One of the lowest-risk, highest-margin profit opportunities for body shops to consider is installing bedliners for customers with pickup trucks. By adding a protective layer inside their truck beds, owners can reduce the wear and tear on the finish—and can even help boost the Blue Book, or resale, value of their trucks.
Customers considering bedliners have several options, including do-it-yourself roll-on kits, as well as drop-in and spray-on bedliners, which are typically installed by the shops that sell them. The spray-on bedliners, which sell for between $350 and $500, are the most profitable for body shops to sell—and although they are more expensive than the other two alternatives, shop owners say it’s usually not difficult to persuade truck owners to go that route.
Many customers don’t like the hard work of rolling on their own bedliners, says Chris Aikey, owner of K&A Auto Body of Mifflinburg, Pa. And customers like the way the slightly rubberized finish on spray-on bedliners helps prevent cargo from rolling around while the truck is moving. The same thing can’t be said for slipperier drop-in models, he adds.
Dale Eaton, president of Collision Repair Service in St. Joseph, Mo., operates both a body shop and an adjacent truck accessory store. Drop-in and spray-on bedliners are sold through both outlets, which contribute equally to bedliner sales. Owners buy the drop-in models with installation because there’s no easy way to haul the bedliner home, Eaton explains, adding that his margins on the drop-in models, which take 10 or 15 minutes to install, are only about 20 percent. In contrast, the margin on spray-on bedliners, which require three to four hours installation time, is 50 percent or more. Body shop personnel often can upsell truck owners on spray-on bedliners when a truck is in for repair. “If we’re putting a bed side on a truck that’s in for collision repair, we can apply some of the paint time to the spray-in liner,” says Eaton, enabling the customer to buy the liner at a discount.
A body shop can get started in the spray-on bedliner business for an investment of just a few thousand dollars, which typically covers spray guns, promotional materials and some raw materials. Some vendors may offer exclusive territories without a franchise fee, but with a commitment to purchase a certain amount of material within a certain number of years. For training, some vendors provide a videotape, while others conduct classes, to which shop personnel must travel. At Eaton’s shop, one of the painter helpers handles bedliner jobs, while at K&A, several workers can do that type of work.
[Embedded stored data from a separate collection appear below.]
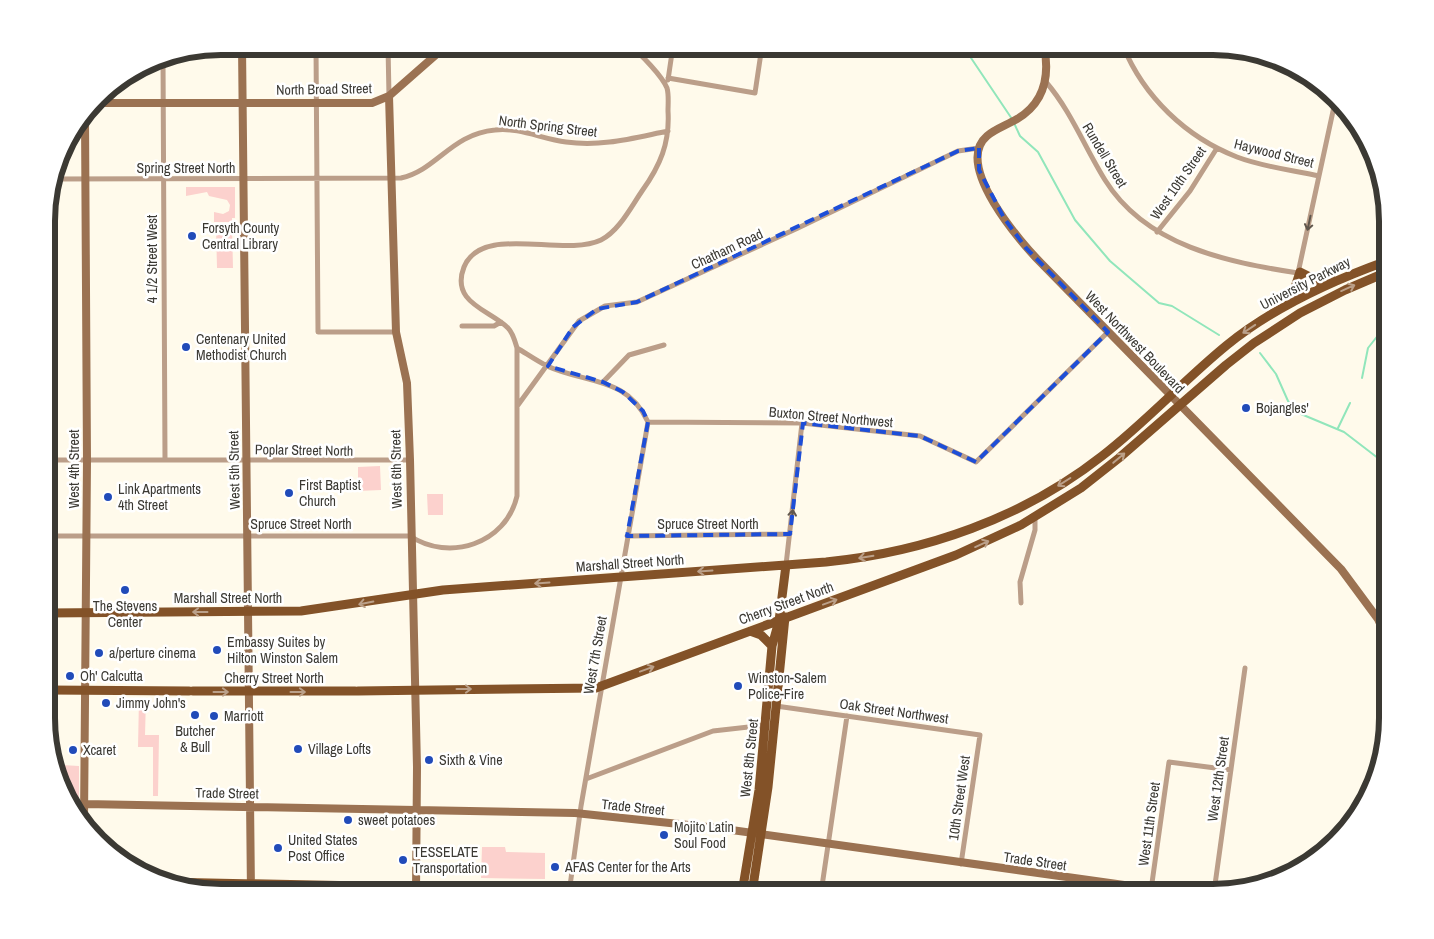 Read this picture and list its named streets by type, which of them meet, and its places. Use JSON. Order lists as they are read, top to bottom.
{
  "streets": {
    "main road": [
      "North Broad Street",
      "University Parkway",
      "West Northwest Boulevard",
      "West 4th Street",
      "West 6th Street",
      "West 5th Street",
      "Marshall Street North",
      "Cherry Street North",
      "West 8th Street",
      "Trade Street"
    ],
    "street": [
      "North Spring Street",
      "Haywood Street",
      "Rundell Street",
      "Spring Street North",
      "West 10th Street",
      "Chatham Road",
      "4 1/2 Street West",
      "Buxton Street Northwest",
      "Poplar Street North",
      "Spruce Street North",
      "West 7th Street",
      "Oak Street Northwest",
      "West 12th Street",
      "10th Street West",
      "West 11th Street"
    ]
  },
  "crossings": [
    ["North Broad Street", "4 1/2 Street West"],
    ["North Broad Street", "West 6th Street"],
    ["North Broad Street", "West 5th Street"],
    ["North Spring Street", "Spring Street North"],
    ["North Spring Street", "West 6th Street"],
    ["Haywood Street", "West 10th Street"],
    ["Rundell Street", "West 10th Street"],
    ["Spring Street North", "4 1/2 Street West"],
    ["Spring Street North", "West 4th Street"],
    ["Spring Street North", "West 5th Street"],
    ["Chatham Road", "West Northwest Boulevard"],
    ["Chatham Road", "Spruce Street North"],
    ["4 1/2 Street West", "Poplar Street North"],
    ["University Parkway", "West Northwest Boulevard"],
    ["University Parkway", "Marshall Street North"],
    ["University Parkway", "Cherry Street North"],
    ["West Northwest Boulevard", "Buxton Street Northwest"],
    ["West Northwest Boulevard", "Marshall Street North"],
    ["West Northwest Boulevard", "Cherry Street North"],
    ["Buxton Street Northwest", "West 7th Street"],
    ["Buxton Street Northwest", "West 8th Street"],
    ["Poplar Street North", "West 4th Street"],
    ["Poplar Street North", "West 6th Street"],
    ["Poplar Street North", "West 5th Street"],
    ["West 4th Street", "Spruce Street North"],
    ["West 4th Street", "Marshall Street North"],
    ["West 4th Street", "Cherry Street North"],
    ["West 4th Street", "Trade Street"],
    ["West 6th Street", "Spruce Street North"],
    ["West 6th Street", "Marshall Street North"],
    ["West 6th Street", "Cherry Street North"],
    ["West 6th Street", "Trade Street"],
    ["West 5th Street", "Spruce Street North"],
    ["West 5th Street", "Marshall Street North"],
    ["West 5th Street", "Cherry Street North"],
    ["West 5th Street", "Trade Street"],
    ["Spruce Street North", "West 7th Street"],
    ["Spruce Street North", "West 8th Street"],
    ["Marshall Street North", "West 7th Street"],
    ["Marshall Street North", "West 8th Street"],
    ["Cherry Street North", "West 7th Street"],
    ["Cherry Street North", "West 8th Street"],
    ["West 7th Street", "Trade Street"],
    ["Oak Street Northwest", "West 8th Street"],
    ["Oak Street Northwest", "10th Street West"],
    ["West 8th Street", "Trade Street"],
    ["West 12th Street", "West 11th Street"],
    ["Trade Street", "10th Street West"]
  ],
  "one_way": ["Marshall Street North", "Cherry Street North"],
  "places": [
    "Forsyth County Central Library",
    "Centenary United Methodist Church",
    "Bojangles'",
    "First Baptist Church",
    "Link Apartments 4th Street",
    "The Stevens Center",
    "Embassy Suites by Hilton Winston Salem",
    "a/perture cinema",
    "Oh' Calcutta",
    "Winston-Salem Police-Fire",
    "Jimmy John's",
    "Butcher & Bull",
    "Marriott",
    "Village Lofts",
    "Xcaret",
    "Sixth & Vine",
    "sweet potatoes",
    "Mojito Latin Soul Food",
    "United States Post Office",
    "TESSELATE Transportation",
    "AFAS Center for the Arts"
  ]
} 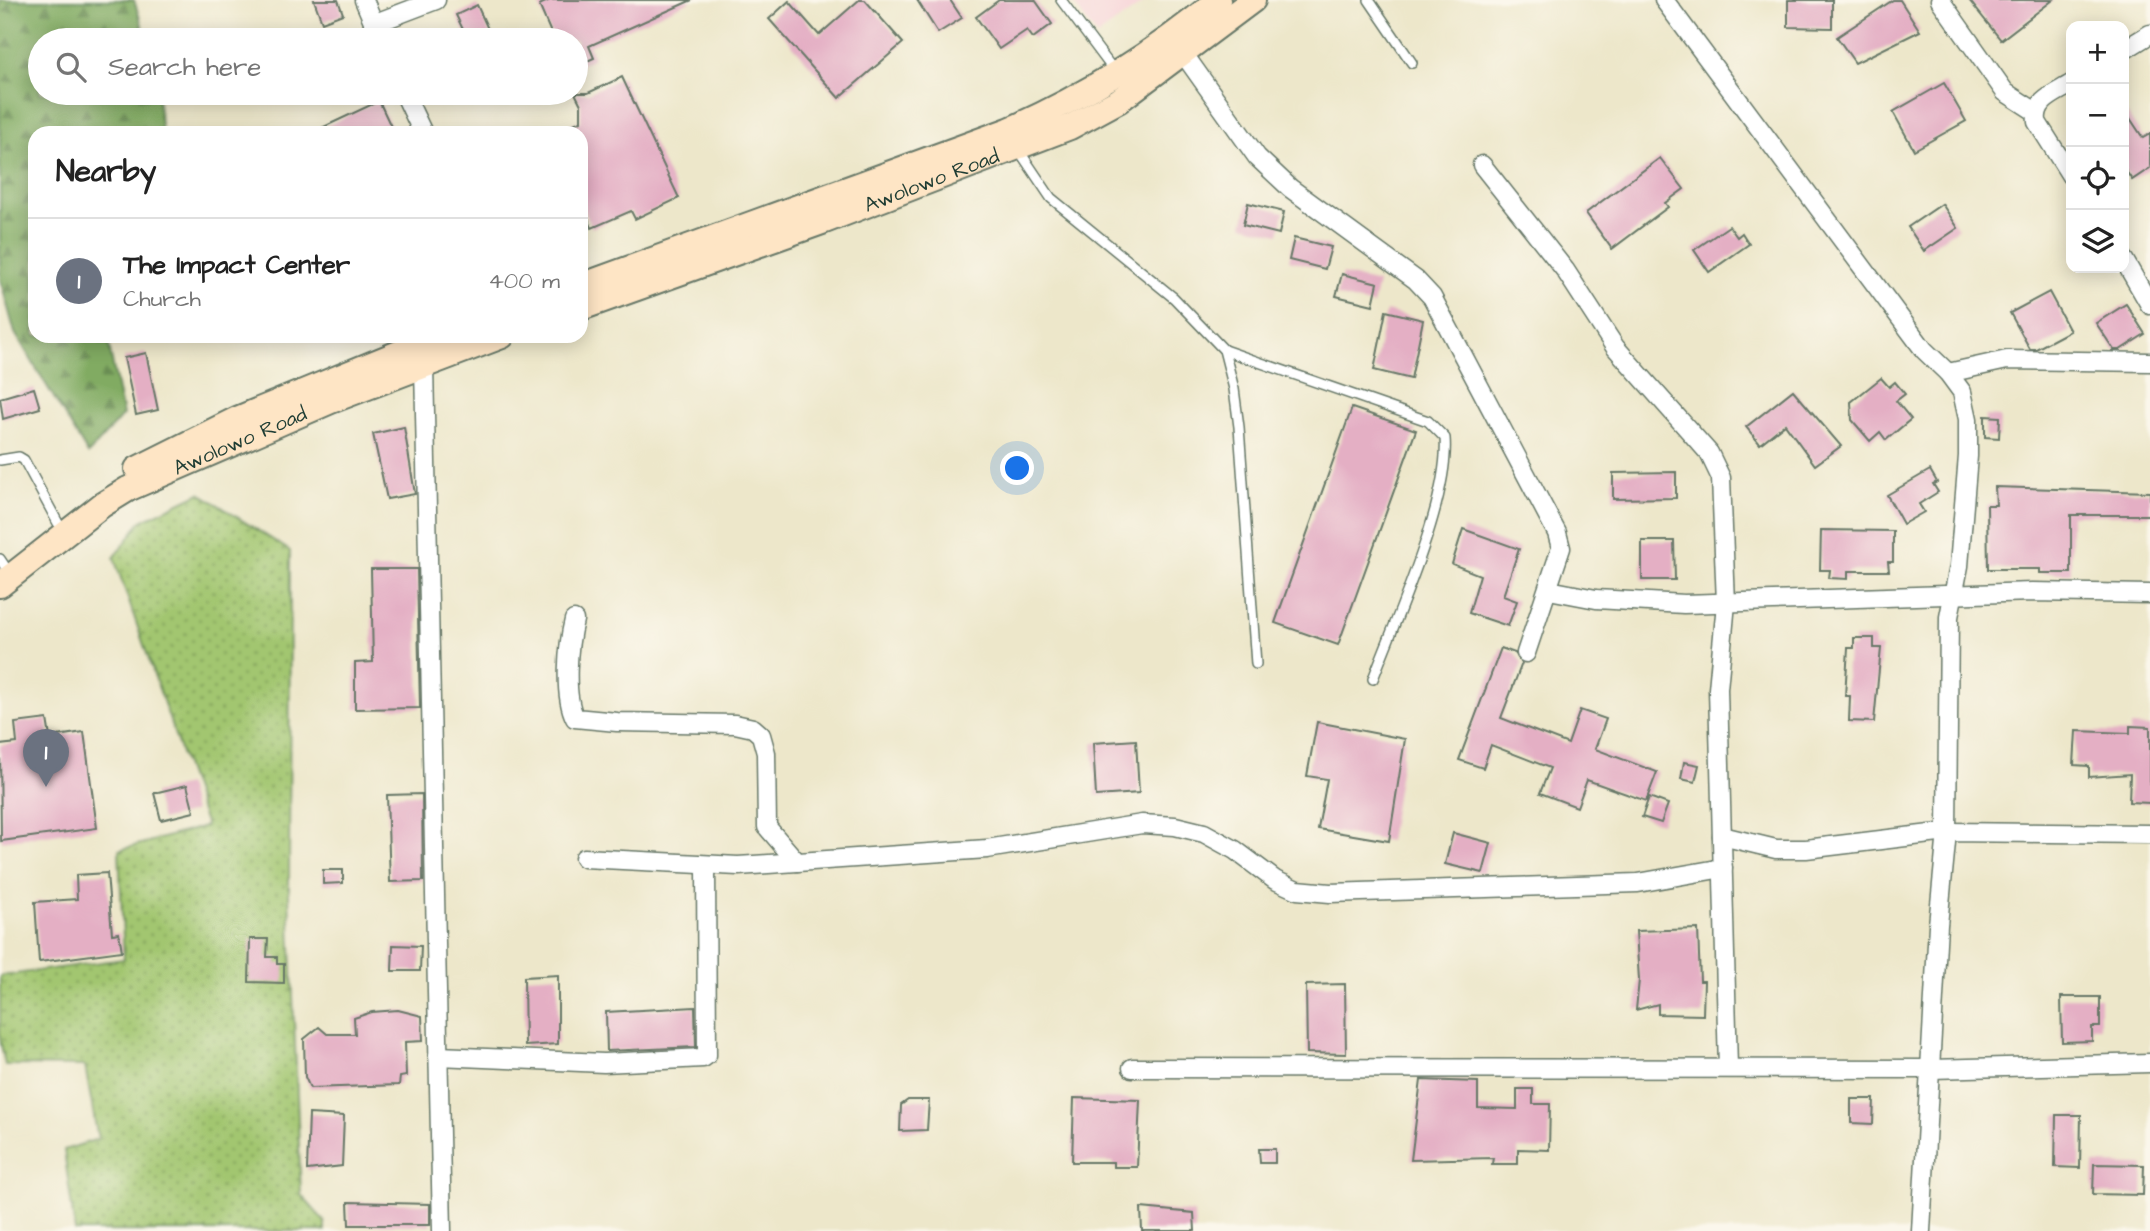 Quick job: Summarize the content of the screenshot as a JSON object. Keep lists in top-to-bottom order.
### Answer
{
  "streets": {
    "main road": ["Awolowo Road"]
  },
  "page": {
    "map_buttons": ["+", "−"],
    "search": "Search here",
    "heading": "Nearby",
    "list": [
      {
        "mark": "1",
        "name": "The Impact Center",
        "note": "Church",
        "value": "400 m"
      }
    ],
    "pins": "1"
  }
}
Both K&A Auto Body and Collision Repair Specialists have a dedicated spray booth for bedliner jobs. “You get some overspray from it,” explains Eaton. “It gets on the floor and walls if you’re not careful.”
Eaton adds that the bedliner spray booth is also used for tasks such as custom sheet metal fabrication, buffing or polishing.
Both shops also have found some unique uses for their spray-on bedliner equipment. K&A uses it to help protect four-wheel drive vehicles as well as snowmobile and boat trailers. When things get slow in the body shop, Aikey runs a half-page bedliner ad in the local paper to generate some additional business. Collision Repair’s bedliner system is a portable one, which has helped the company get some jobs it couldn’t have handled if the equipment had been restricted to use within the shop—including spraying the insides of the big boxes on a local utility company’s trucks.
Car dealers are a good source of bedliner business for both K&A and Collision Repair, who contact such shops periodically to offer their services. Depending on which supplier they use, some shops also may get referrals from the local branch of a national retailer. Some vendors have deals with the national retailers—and although margins are a bit less on such jobs, they can still be quite high.
K&A also gets a significant amount of business from what Aikey calls a “silent salesman.” When anyone purchases a spray-on bedliner from him, Aikey asks if it would be OK to embed a small sign with K&A’s name on it in the bedliner material as it dries. “I tell them that way I’ll know it’s my bedliner if there’s ever a warranty issue,” says Aikey, adding, “I’ve never had anyone deny us putting one in.” As customers drive their vehicles around town or to road rallies, vehicle owners considering a bedliner see the sign and often contact K&A as a result.